WHAT NEEDS TO BE DONE » Total the lines of the entries below that hold the string "stop", then write only that total.

DATA TO PROCESS »
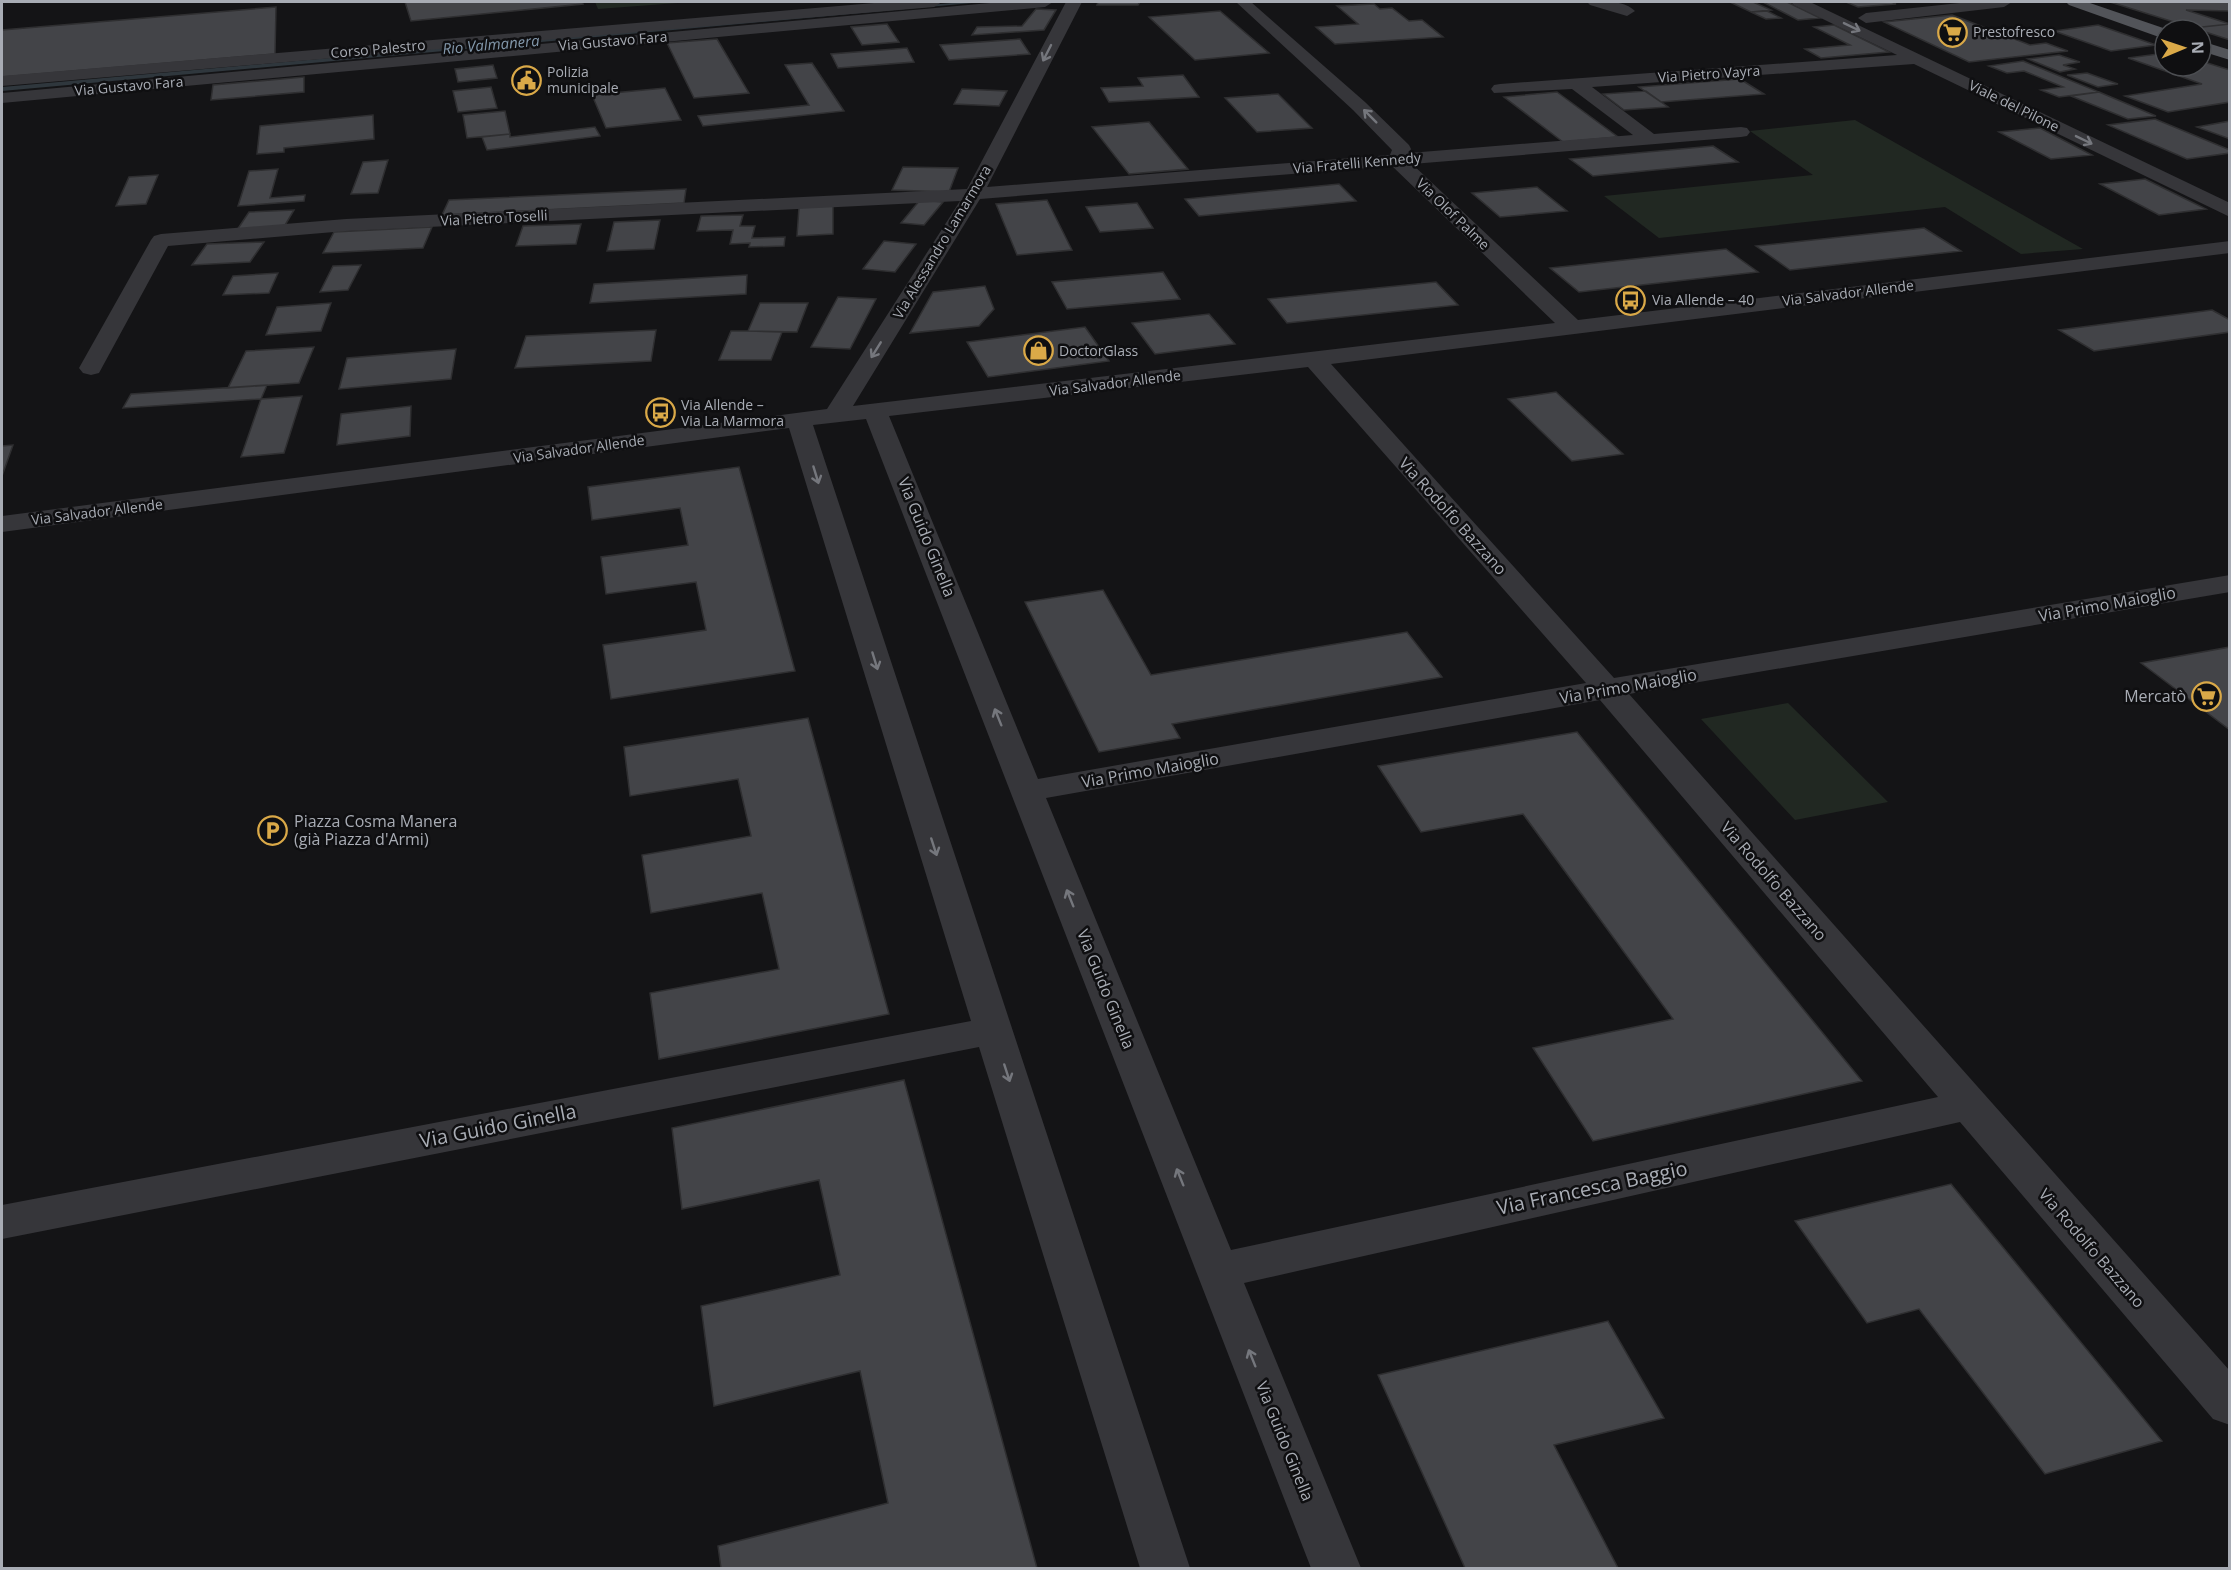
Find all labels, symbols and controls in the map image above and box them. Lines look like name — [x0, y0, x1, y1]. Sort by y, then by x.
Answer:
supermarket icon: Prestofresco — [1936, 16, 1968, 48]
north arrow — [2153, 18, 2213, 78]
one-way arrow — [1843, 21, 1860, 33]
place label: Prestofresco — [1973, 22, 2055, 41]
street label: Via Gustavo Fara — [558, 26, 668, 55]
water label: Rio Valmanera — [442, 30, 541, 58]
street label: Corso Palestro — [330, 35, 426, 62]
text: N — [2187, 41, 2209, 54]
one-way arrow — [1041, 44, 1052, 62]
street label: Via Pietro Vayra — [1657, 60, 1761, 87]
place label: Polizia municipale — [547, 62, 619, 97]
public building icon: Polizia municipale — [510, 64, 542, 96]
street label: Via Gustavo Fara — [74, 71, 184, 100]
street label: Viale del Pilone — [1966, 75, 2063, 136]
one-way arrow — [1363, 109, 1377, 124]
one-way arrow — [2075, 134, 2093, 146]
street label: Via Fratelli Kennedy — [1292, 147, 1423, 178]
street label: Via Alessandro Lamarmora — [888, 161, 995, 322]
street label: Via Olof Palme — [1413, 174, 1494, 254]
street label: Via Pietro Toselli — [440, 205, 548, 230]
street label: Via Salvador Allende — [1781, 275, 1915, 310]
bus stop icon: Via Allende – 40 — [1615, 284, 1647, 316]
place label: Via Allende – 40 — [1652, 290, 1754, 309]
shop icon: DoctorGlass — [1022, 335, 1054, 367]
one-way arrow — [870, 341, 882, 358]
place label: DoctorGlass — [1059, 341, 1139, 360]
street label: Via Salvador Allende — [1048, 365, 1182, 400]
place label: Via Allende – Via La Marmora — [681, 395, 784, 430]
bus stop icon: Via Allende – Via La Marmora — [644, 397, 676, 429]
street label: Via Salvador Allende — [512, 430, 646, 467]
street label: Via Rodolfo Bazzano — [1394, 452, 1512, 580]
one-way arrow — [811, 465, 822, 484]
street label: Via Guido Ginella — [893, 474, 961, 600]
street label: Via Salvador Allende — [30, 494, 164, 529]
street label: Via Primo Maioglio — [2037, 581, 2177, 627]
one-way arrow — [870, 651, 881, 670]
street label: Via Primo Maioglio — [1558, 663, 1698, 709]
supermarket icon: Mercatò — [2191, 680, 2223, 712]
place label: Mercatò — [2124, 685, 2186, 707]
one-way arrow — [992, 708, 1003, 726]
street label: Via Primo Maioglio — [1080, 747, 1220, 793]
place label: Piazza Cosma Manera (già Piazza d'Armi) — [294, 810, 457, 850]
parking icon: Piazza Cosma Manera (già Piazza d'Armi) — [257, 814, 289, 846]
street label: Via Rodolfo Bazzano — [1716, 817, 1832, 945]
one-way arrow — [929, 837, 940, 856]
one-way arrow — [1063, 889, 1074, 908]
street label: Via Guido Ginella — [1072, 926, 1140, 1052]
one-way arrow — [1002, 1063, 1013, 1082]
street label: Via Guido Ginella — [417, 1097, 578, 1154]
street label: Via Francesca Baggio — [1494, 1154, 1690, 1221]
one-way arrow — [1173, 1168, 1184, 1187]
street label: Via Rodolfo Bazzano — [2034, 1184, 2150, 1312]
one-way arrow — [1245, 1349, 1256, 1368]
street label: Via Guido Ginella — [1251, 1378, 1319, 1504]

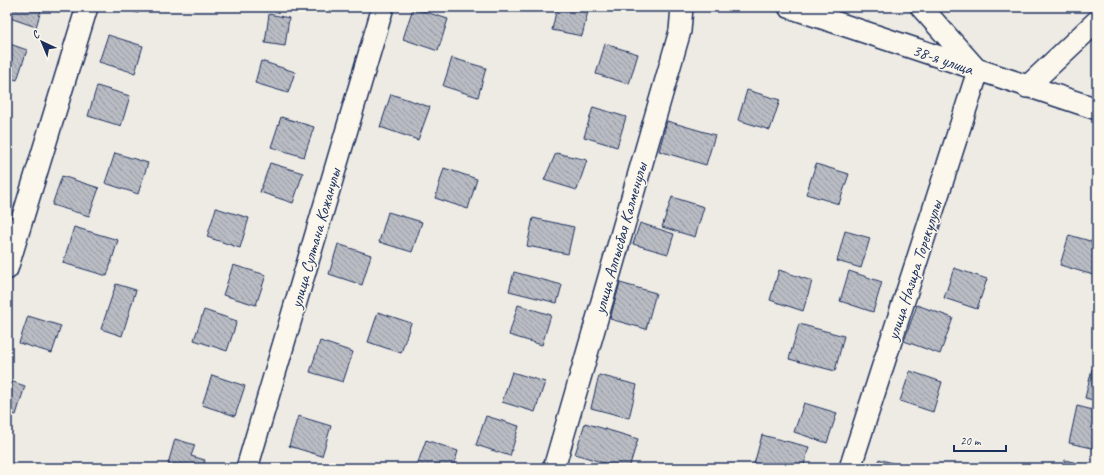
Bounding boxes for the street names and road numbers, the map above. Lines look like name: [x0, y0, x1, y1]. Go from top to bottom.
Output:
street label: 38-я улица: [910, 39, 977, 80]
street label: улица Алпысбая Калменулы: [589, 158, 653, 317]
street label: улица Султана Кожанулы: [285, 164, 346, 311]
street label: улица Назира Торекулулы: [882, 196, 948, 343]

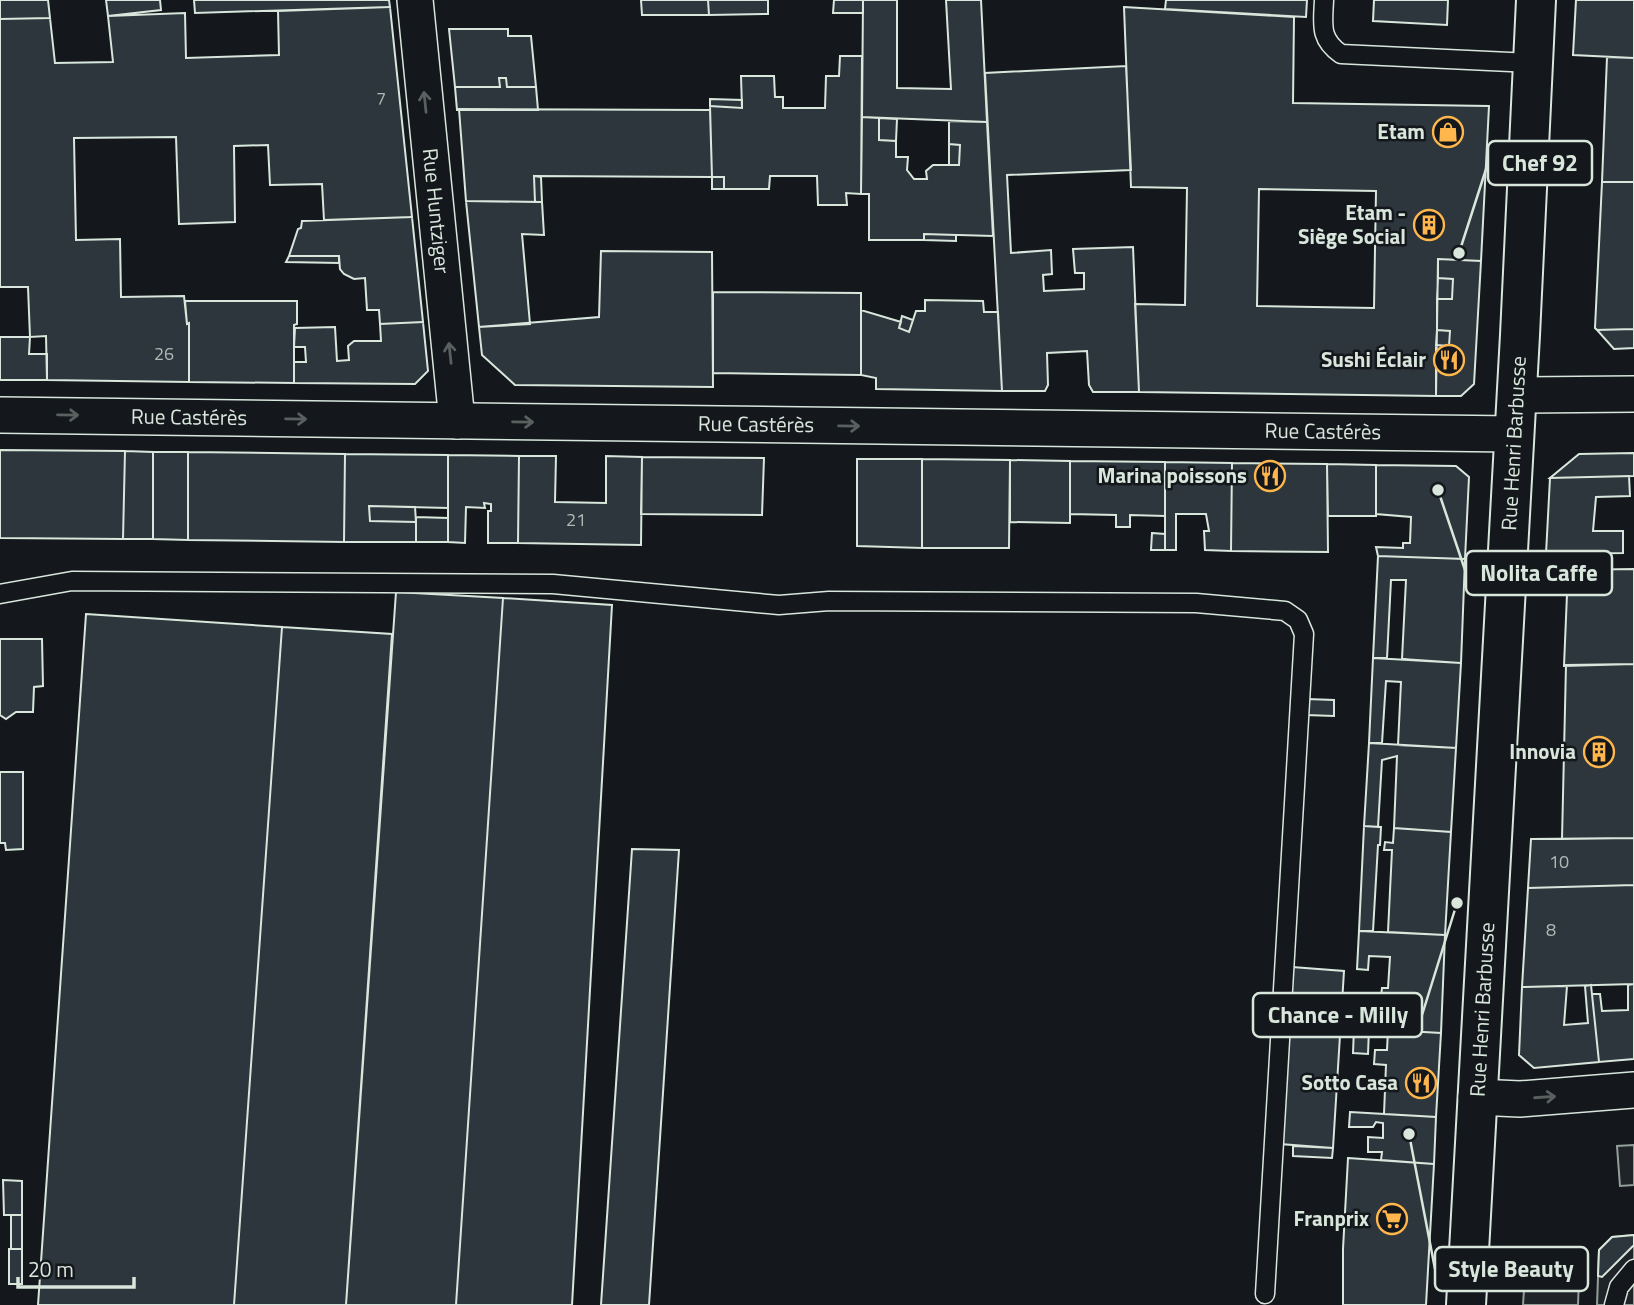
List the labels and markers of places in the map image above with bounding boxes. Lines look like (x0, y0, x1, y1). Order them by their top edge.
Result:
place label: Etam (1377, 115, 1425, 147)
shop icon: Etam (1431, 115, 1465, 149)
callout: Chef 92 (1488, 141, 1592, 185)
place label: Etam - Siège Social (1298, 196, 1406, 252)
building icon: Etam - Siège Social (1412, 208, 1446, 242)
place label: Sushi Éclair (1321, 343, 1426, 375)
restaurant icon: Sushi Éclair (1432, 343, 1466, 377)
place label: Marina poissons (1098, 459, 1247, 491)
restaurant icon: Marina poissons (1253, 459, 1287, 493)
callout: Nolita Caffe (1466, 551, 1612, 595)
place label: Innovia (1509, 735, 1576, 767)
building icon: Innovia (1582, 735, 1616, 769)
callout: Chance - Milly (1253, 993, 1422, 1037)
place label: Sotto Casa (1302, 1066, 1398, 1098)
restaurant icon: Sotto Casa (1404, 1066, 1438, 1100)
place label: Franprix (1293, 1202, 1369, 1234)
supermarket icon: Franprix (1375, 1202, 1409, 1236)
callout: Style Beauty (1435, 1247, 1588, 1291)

TASK SOLUTION » 2